# [What the task asks]
You are to retype all of the data exactly as it appears.

# [Material provided]
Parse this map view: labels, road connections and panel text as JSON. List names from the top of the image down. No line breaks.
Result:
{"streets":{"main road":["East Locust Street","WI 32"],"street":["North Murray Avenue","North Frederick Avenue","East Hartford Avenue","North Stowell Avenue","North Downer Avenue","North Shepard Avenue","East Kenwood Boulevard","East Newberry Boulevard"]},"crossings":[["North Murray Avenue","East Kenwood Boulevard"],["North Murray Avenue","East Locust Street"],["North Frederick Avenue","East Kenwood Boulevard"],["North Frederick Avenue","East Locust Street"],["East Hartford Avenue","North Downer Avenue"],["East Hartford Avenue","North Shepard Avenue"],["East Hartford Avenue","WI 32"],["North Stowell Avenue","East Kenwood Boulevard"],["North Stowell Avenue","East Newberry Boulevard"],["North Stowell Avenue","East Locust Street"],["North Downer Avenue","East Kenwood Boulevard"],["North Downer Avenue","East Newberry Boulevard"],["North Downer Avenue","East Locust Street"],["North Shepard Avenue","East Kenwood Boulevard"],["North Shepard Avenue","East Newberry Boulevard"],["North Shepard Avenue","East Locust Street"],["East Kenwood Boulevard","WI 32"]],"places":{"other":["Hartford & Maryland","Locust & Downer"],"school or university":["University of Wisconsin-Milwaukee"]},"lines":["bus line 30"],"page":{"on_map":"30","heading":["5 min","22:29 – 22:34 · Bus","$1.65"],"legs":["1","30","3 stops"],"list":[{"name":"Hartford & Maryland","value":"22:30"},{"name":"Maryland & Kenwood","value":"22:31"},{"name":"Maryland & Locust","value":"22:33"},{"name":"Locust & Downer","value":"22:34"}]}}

# [Response to this task]
Parse this map view: labels, road connections and panel text as JSON. List names from the top of the image down. No line breaks.
Result:
{"streets":{"main road":["East Locust Street","WI 32"],"street":["North Murray Avenue","North Frederick Avenue","East Hartford Avenue","North Stowell Avenue","North Downer Avenue","North Shepard Avenue","East Kenwood Boulevard","East Newberry Boulevard"]},"crossings":[["North Murray Avenue","East Kenwood Boulevard"],["North Murray Avenue","East Locust Street"],["North Frederick Avenue","East Kenwood Boulevard"],["North Frederick Avenue","East Locust Street"],["East Hartford Avenue","North Downer Avenue"],["East Hartford Avenue","North Shepard Avenue"],["East Hartford Avenue","WI 32"],["North Stowell Avenue","East Kenwood Boulevard"],["North Stowell Avenue","East Newberry Boulevard"],["North Stowell Avenue","East Locust Street"],["North Downer Avenue","East Kenwood Boulevard"],["North Downer Avenue","East Newberry Boulevard"],["North Downer Avenue","East Locust Street"],["North Shepard Avenue","East Kenwood Boulevard"],["North Shepard Avenue","East Newberry Boulevard"],["North Shepard Avenue","East Locust Street"],["East Kenwood Boulevard","WI 32"]],"places":{"other":["Hartford & Maryland","Locust & Downer"],"school or university":["University of Wisconsin-Milwaukee"]},"lines":["bus line 30"],"page":{"on_map":"30","heading":["5 min","22:29 – 22:34 · Bus","$1.65"],"legs":["1","30","3 stops"],"list":[{"name":"Hartford & Maryland","value":"22:30"},{"name":"Maryland & Kenwood","value":"22:31"},{"name":"Maryland & Locust","value":"22:33"},{"name":"Locust & Downer","value":"22:34"}]}}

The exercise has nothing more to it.